The Daily Maverick is becoming the most valuable source of fine journalism in this country. There is nothing that comes close to it. By the way they are looking for financial support, if you are so inclined you can read more about this here.
Back to the Maverick. Dirk de Vos wrote a fantastic article over the weekend. I'm not a Marxist fan nor that familiar with his theories, but I do know that that inept commie bolshie bob is a massive officianado. de Vos sets up his argument thus
In general, socialists continue to favour top-down direct interventions by the state preferably supported by “evidence based” research. When decision-making follows a process of identifying a problem with the objective of solving it by reviewing evidence and evaluating options, what we mostly get instead is some predetermined solution with evidence selected to favour the pre-selected solution.
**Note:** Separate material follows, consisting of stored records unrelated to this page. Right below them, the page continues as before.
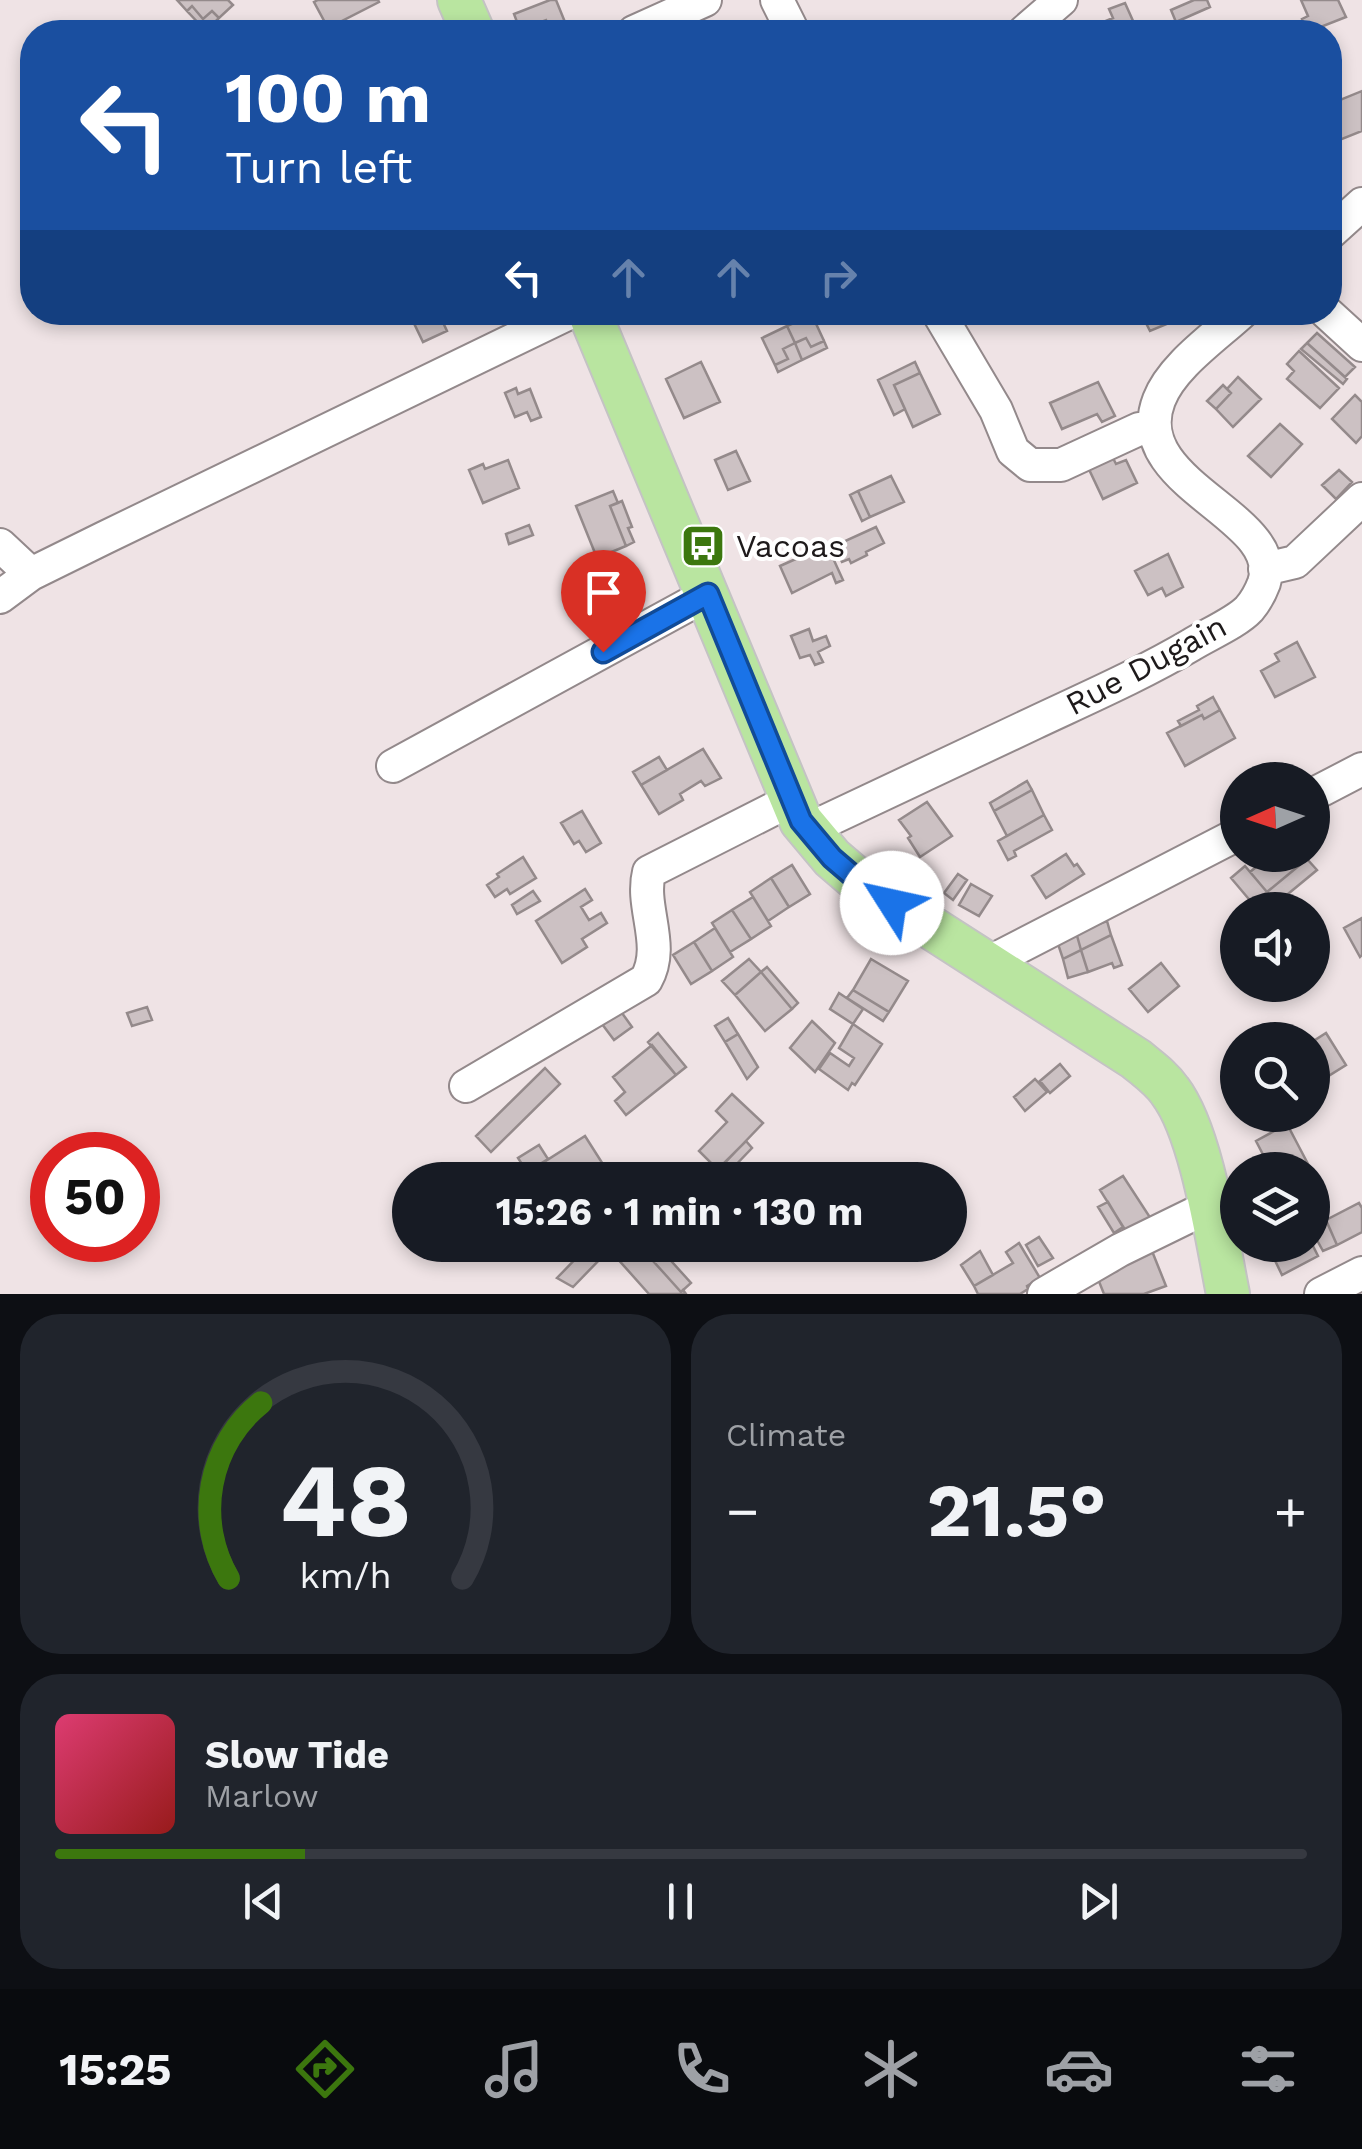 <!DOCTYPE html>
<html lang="en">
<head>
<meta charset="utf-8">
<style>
  body { margin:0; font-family:"Work Sans",sans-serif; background:#20242c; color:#f1f3f6; height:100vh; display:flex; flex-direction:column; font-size:38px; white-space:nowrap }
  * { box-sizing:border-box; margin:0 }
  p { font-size:32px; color:#9ea1a6 }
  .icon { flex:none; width:55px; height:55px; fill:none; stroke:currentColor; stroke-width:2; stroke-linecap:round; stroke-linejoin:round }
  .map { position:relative; height:1294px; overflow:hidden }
  .sheet { display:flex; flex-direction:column; gap:20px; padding:20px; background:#0d0f14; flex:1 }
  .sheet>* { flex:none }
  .guide { position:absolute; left:20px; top:20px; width:1322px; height:305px; border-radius:40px; box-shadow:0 5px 15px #0003; background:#1a4fa0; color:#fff; overflow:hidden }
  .needle { width:65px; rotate:267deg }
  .tools { position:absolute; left:1220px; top:762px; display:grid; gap:20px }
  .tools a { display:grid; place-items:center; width:110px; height:110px; border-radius:50%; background:#171b24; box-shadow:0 5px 15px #0003; font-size:50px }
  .speed { position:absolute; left:30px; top:1132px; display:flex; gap:20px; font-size:50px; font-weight:700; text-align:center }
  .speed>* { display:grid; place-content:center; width:130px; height:130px; border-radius:50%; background:#171b24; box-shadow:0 5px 15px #0003; line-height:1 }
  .speed .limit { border:15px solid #d22; background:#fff; color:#111 }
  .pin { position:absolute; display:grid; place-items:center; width:85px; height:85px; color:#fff; margin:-102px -42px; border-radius:50% 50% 50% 0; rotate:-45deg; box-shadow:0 0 10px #0007 }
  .pin .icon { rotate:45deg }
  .me { position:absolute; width:110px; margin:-55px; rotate:305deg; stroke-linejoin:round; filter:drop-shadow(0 0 8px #0008) }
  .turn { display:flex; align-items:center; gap:35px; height:210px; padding:0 40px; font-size:45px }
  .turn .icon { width:130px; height:130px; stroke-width:2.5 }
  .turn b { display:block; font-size:70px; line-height:85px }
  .lanes { display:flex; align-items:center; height:95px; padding:0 40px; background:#0003; justify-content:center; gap:50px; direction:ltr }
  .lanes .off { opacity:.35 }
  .big { font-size:75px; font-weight:700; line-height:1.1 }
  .sheet .widget { flex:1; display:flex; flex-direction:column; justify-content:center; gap:15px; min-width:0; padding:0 35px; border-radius:40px; background:#20242c }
  .sheet .dial { align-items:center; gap:0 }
  .dial svg { height:260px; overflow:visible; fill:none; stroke:#363941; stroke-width:7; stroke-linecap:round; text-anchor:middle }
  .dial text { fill:#f1f3f6; stroke:none }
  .song { display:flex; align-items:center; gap:30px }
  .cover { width:120px; height:120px; border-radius:15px; background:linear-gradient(135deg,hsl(340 70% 55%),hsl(0 70% 35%)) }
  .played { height:10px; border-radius:5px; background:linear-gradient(90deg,#3c770e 20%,#363941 20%) }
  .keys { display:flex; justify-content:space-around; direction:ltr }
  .heat { display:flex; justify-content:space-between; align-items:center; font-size:55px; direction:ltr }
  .sheet .tiles { flex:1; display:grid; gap:20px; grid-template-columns:1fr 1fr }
  .widget:last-child { grid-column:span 2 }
  .trip { position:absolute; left:392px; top:1162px; width:575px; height:100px; border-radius:50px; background:#171b24; box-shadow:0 5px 15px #0003; font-weight:700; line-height:100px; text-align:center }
  .dock { display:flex; height:160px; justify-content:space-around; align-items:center; background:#090b0e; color:#9ea1a6 }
  .dock .icon { width:70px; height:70px }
  .dock .current { color:#3c770e }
  .dock b { font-size:45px; color:#f1f3f6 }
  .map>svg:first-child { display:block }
  .building { fill:#ccc1c3; stroke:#948a8b; stroke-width:2.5 }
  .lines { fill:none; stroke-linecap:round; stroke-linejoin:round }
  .minor-casing { stroke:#93898b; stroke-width:36 }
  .major-casing { stroke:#c4c3c4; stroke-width:46 }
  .minor { stroke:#fff; stroke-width:32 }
  .major { stroke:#b9e5a0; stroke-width:42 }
  .route-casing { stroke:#114b97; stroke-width:25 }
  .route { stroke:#1a73e8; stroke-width:18 }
  .labels { text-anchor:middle; stroke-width:8; stroke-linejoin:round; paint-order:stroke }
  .poi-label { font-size:32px; fill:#1e1a1b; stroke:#fff; text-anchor:start }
  .street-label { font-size:32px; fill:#1e1a1b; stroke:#fff }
</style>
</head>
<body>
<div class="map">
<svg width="1362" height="1294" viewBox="0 0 1362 1294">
  <rect width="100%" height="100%" fill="#efe3e5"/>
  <path class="building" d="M177 0H228L233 5 219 18 212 11 203 19 192 6 187 11Z
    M318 0H378L379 2 328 28 314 2Z
    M550 0H556L569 32H551L546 20 520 30 514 14Z
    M1194 0H1207L1210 7 1176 22 1171 10Z
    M1301 0H1338L1346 17 1308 32 1302 19 1308 16Z
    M1125 3 1138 32H1097L1094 26 1113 18 1109 9Z
    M192 6 203 19 212 11 219 18 206 31 187 11Z
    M1362 91V131L1332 143 1330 104Z
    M438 312 447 331 423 342 409 313Z
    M1146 312H1179L1181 318 1150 331 1146 323 1150 321Z
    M812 315 824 341 811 347 806 338 795 343 787 326Z
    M787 326 795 343 783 349 788 359 775 365 762 338Z
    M1317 333 1355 367 1345 377 1307 343Z
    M806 338 811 347 824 341 827 348 802 360 795 343Z
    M795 343 802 360 778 372 775 365 788 359 783 349Z
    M1307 343 1347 379 1343 384 1301 349Z
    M1299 351 1339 388 1320 408 1287 379 1294 371 1287 364Z
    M701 362 720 402 684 418 666 379Z
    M915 362 920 373 894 385 905 409 894 415 878 380Z
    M920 373 940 414 913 427 894 385Z
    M1238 377 1261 399 1233 427 1216 409 1231 393 1227 389Z
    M1098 382 1115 416 1102 422 1097 414 1062 429 1050 403Z
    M1223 385 1231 393 1216 409 1207 401Z
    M516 388 518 394 530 389 541 417 531 421 527 412 515 417 505 393Z
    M1355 395 1362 402V436L1356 443 1332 419Z
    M1280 424 1302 444 1271 477 1248 456Z
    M736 451 750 481 728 490 715 460Z
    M1110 452 1116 464 1126 460 1137 483 1103 499 1086 463Z
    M508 460 519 488 483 503 469 470 483 464 485 469Z
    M1339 470 1352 482 1336 499 1322 485Z
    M891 476 904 502 870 517 858 491Z
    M613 491 618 503 610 506 626 546 597 558 576 506Z
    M858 491 870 517 862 521 850 495Z
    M622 501 632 527 628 528 634 542 626 546 610 506Z
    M529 525 533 535 509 544 506 534Z
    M876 527 884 543 866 552 867 555 851 563 849 559 842 562 834 546Z
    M827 545 843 580 836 583 832 573 792 593 780 566Z
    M1168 554 1183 587 1166 596 1162 588 1148 595 1135 571Z
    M809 629 813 641 826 636 830 646 818 652 823 662 815 665 810 655 800 658 791 636Z
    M1297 642 1315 677 1275 697 1261 671 1279 661 1275 654Z
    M1213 697 1220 710 1204 719 1202 715 1181 726 1178 721 1199 710 1197 706Z
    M1220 710 1235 738 1185 766 1167 733 1202 715 1204 719Z
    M703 749 721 778 705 786 701 781 680 794 683 800 659 814 641 785Z
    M659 757 667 770 641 785 633 772Z
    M1027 781 1032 790 994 811 990 803Z
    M1032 790 1044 815 1007 836 994 811Z
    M927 802 952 836 920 857 908 838 911 836 899 820Z
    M582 811 601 843 586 852 579 841 574 844 561 823Z
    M1044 815 1052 830 1014 851 1016 856 1008 860 998 841Z
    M1066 854 1074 866 1077 864 1084 874 1046 898 1032 876Z
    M1271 855H1304L1307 859 1267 892 1250 872Z
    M523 857 536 878 510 894 507 889 495 897 487 885 499 877 497 874Z
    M1307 859 1317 870 1277 903 1267 892Z
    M792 865 810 894 789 907 771 878Z
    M1245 866 1267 892 1253 904 1231 878Z
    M958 874 967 880 953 900 944 893Z
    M771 878 789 907 768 921 750 892Z
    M971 884 992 896 979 916 959 905Z
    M585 889 592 900 581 907 589 920 601 913 607 923 582 939 587 947 562 963 536 921Z
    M533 891 540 901 517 914 512 905Z
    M753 897 771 926 751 939 732 910Z
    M732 910 751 939 730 952 712 923Z
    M1362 918V955L1360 957 1344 928Z
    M1107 921 1111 935 1081 950 1076 932Z
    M715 928 733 957 712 971 694 942Z
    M1076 932 1081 950 1063 959 1056 938Z
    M1111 935 1122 965 1114 968 1112 963 1088 972 1081 950Z
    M694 942 712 971 691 984 673 955Z
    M1081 950 1088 972 1068 978 1063 959Z
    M749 959 761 972 735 995 722 981Z
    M871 959 908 981 889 1012 853 990Z
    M1161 963 1179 986 1148 1012 1129 989Z
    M767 967 798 1003 792 1009 761 972Z
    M761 972 792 1009 765 1031 735 995Z
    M853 990 889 1012 883 1021 847 998Z
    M839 993 863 1009 853 1024 830 1009Z
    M617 1006 632 1027 614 1040 599 1020Z
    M147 1007 152 1020 132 1026 127 1013Z
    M728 1018 738 1034 725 1042 715 1026Z
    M812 1021 835 1043 815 1072 790 1048Z
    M853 1024 882 1044 855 1085 852 1083 848 1090 819 1069 830 1053 849 1066 854 1058 839 1048Z
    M658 1033 686 1067 676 1075 648 1042Z
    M1326 1033 1346 1065 1314 1085 1312 1042Z
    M738 1034 758 1067 747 1079 725 1042Z
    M652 1045 676 1075 626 1115 615 1101 625 1092 613 1077Z
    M1060 1064 1070 1076 1050 1093 1040 1081Z
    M545 1068 560 1084 491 1152 476 1136Z
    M1035 1079 1047 1092 1025 1111 1014 1097Z
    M732 1094 763 1123 718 1170 699 1151 727 1122 716 1111Z
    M1287 1124 1308 1164 1297 1170H1271L1256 1141Z
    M585 1136 613 1180H548L544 1174 535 1179 530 1171Z
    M746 1141 752 1148 729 1172 722 1165Z
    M539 1145 548 1159 527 1172 518 1158Z
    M1123 1176 1153 1222 1129 1236 1100 1190Z
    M1108 1202 1123 1227 1114 1233 1098 1207Z
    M1359 1203 1362 1208V1232L1337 1245 1326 1220Z
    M1326 1220 1337 1245 1323 1251 1312 1231V1226Z
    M1039 1237 1053 1258 1038 1266 1026 1245Z
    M1019 1243 1040 1278 1027 1286 1028 1289 1020 1294H978L974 1286 1013 1263 1006 1252Z
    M1312 1244 1318 1256 1282 1275 1268 1246Z
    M589 1245H592L603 1256 573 1287 557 1278Z
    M630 1245H657L664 1253 654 1262 681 1292 683 1290 686 1294H649L616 1257Z
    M1150 1246 1166 1286 1144 1294H1104L1098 1279 1117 1271 1113 1261Z
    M980 1251 993 1275 974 1286 961 1265Z
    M664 1253 691 1283 681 1292 654 1262Z"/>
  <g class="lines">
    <defs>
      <path id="minor" d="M777 0 793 32
        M634 32 705 0
        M1024 32 1061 0
        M1330 233 1362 204
        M938 312 996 410 1013 451 1030 465H1061L1139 429 1152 427
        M1326 312 1362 345
        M0 545 31 574
        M1265 569 1295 562 1362 499
        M0 597 31 574 104 538 571 312
        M393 766 708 594
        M1312 795 1362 769
        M807 830C883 794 959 758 1034 723 1087 698 1140 675 1191 645 1207 635 1237 622 1249 609 1255 602 1261 591 1264 583 1286 516 1126 485 1159 400 1172 366 1215 337 1242 312
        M986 964 1238 834
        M466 1086 646 980C666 945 640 908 649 872L791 800
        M1044 1294 1120 1250 1210 1206
        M1321 1294 1362 1273"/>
      <path id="major" d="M459 0 473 32
        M589 312 801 821 832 858 860 882 1136 1059C1148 1069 1161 1078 1170 1091 1202 1133 1217 1240 1228 1294"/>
    </defs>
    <use href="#minor" class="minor-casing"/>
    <use href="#major" class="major-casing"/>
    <use href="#minor" class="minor"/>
    <use href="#major" class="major"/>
  </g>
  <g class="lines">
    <defs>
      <path id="route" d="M603 652 708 594 801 821 832 858 860 882 892 903"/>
    </defs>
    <use href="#route" class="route-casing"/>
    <use href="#route" class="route"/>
  </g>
  <defs>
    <symbol id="bus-square" viewBox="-11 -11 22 22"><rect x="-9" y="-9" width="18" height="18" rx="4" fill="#3c770e" stroke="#fff"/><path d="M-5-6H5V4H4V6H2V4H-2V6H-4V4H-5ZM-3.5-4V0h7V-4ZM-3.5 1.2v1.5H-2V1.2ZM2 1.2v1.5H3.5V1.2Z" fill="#fff"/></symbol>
  </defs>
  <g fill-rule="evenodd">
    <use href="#bus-square" x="678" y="521" width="50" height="50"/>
  </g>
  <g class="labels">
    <g class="poi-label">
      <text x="736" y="557">Vacoas</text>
    </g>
    <g class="street-label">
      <text transform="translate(1146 665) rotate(-28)" y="11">Rue Dugain</text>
    </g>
  </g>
</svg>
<div class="tools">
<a><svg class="needle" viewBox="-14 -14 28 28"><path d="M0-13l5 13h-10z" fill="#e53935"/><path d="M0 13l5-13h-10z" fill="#9ea1a6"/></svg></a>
<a><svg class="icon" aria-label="sound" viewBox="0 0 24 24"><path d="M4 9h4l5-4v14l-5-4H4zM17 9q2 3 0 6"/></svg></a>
<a><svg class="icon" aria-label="search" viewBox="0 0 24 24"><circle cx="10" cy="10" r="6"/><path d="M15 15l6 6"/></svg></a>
<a><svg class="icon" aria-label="layers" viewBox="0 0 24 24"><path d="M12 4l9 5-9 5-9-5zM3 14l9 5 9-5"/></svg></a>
</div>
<div class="speed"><div class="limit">50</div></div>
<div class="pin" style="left:603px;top:652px;background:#d93025"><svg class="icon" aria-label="arrive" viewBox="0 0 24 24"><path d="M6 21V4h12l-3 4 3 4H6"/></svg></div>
<svg class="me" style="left:892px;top:903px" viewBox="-20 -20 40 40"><circle r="19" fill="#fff"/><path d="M0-13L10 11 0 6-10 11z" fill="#1a73e8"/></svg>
<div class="trip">15:26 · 1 min · 130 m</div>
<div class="guide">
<div class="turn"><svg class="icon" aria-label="left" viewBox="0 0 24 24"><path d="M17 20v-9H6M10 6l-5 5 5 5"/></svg><div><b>100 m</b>Turn left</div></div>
<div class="lanes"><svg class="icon" aria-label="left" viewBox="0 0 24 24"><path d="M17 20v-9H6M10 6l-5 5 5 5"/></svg><svg class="icon off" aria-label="ahead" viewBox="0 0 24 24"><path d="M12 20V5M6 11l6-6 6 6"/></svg><svg class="icon off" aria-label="ahead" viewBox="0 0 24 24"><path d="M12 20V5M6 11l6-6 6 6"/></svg><svg class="icon off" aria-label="right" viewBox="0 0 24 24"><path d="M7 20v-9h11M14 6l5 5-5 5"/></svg></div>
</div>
</div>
<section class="sheet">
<div class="tiles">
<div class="widget dial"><svg viewBox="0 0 100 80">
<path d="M14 69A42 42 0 1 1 86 69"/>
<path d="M14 69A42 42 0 0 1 24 15" stroke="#3c770e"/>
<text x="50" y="56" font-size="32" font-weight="700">48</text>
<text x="50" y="72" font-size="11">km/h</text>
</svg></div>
<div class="widget"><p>Climate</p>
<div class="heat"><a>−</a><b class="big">21.5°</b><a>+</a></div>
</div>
<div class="widget">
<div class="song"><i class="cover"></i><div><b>Slow Tide</b><p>Marlow</p></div></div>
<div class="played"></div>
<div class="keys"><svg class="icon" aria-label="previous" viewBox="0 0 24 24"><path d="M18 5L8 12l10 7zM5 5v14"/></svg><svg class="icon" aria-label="pause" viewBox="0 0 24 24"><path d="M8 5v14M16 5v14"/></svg><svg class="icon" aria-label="next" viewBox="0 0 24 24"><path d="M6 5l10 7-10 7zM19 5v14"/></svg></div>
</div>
</div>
</section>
<nav class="dock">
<b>15:25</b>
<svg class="icon current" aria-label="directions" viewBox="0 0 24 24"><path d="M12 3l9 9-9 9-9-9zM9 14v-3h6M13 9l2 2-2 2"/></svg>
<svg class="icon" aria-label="music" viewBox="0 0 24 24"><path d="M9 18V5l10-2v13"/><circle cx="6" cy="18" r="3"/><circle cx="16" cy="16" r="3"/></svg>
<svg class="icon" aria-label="phone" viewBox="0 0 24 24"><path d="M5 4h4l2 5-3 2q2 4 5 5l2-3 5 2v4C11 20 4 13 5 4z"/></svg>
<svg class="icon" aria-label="climate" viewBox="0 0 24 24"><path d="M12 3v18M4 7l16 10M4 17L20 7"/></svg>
<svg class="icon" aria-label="car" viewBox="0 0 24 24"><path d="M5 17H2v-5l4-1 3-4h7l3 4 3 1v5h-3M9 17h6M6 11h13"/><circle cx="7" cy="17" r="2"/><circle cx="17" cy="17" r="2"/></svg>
<svg class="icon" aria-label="filters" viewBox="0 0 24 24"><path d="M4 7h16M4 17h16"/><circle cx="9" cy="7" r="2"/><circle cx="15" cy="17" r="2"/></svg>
</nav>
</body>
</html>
That type of policy making process is faulty because we cannot know the full ambit of what the problem is all about or that a whole number of factors will change once the policy is known. Goodhart’s Law shows the dynamics at play: Individuals who are aware of a system of rewards and punishments will optimise their actions within this system to achieve their own best outcome.
In other words policy makers come up with a solution to a problem without spending much time figuring out whether they actually know how to solve that problem. de Vos turns his attention to black economic empowerment and its raison d'etre
A good example of a failing policy is Broad-Based Black Empowerment (BEE) legislation and its regulations. The problem of lack of participation of black people in the formal economy and racial inequality is the problem to solve.
And in one sentence he sums up the fuck up that is best described as bob's folly
What we get is a a complex scheme of BEE regulation and arcane rules.
He could stop there, the points is made, but he's far too an analytical journalist.
The only interesting thing about BEE regulation is about they reveal about what the drafters of the rules think private firms work. Well, they don’t work in the way the BEE codes suggest they do. They work in all sorts of different ways. Still, the BEE regulations provide a system of rewards and punishments. They are also thoroughly gamed: they get manipulated by a range of actors from failing white-owned companies, specialist BEE advisers (I'm one you know - in the business of making white people look black) , funders, crony capitalists and those with a talent for manipulating state procurement budgets.
I think he must have been reading this blog. All this bullshit about voting rights and board meetings and the like - these are done by large companies. Since when does the average smallish to large business actually sit down and conduct a board meeting? bolshie bob obviously knows the answer. I once heard that idiot being interviewed on the radio and telling all those who care to hear his deluded voice that he will insist that CEOs start getting involved in the operations of small black businesses. Huh? - what would a CEO or even a high end employee be able to tell a small business about running their business. It was Anglo, in their submission of comments on the revised codes who asked the very pertinent question. What do we know about running a supplier's business? We are miners - we mine shit and then send it off. But we could start working on companies upstream - we could advise them on the best ways to manage the raw materials we produce. No! says bolshie bob. It's all about suppliers. What fucking drivel. Back to de Vos
Sadly, the response to the unsatisfactory outcome is to swap out some of the original rules, sub-rules and sub-sub rules with a whole raft of new rules that are equally misguided and arguably worse because they are combined with additional rules addressing issues of enforcement.
And so we bring in the awesome awdoz and SANAS. SANAS is so concerned about process and paperwork that if has failed to take into account that all companies are doing is producing documentation to support stuff. The actual benefit that is being derived is not measured. de Vos absolutely hits it here.
Black empowerment won’t be advanced by better enforcement of BEE regulations. The whole scheme of BEE is wrong-headed.
And he correctly concludes with
Of course, the original problem, namely the exclusion of the black majority and inequality has not gone away and, in some respects, the original problem has got worse.
I can only hope that Cyril is reading this. I have lamented often on this blog as to why have they made the codes so difficult to understand and even harder to measure. I think I know one of the underlying reasons and this has to do with lobby groups like the broke black business council - who are now returning to BUSA (apparently Cyril wants business to speak with one voice). I suspect that these lobby groups are attempting to use apartheid-style policy making where you make a certain class of people adhere to "arcane" rules and exempt others - thereby making it easier for that exempt class to gain access to the lucrative government business (a broke government I need to stress). It's all in the name of trunceformaysheeyin.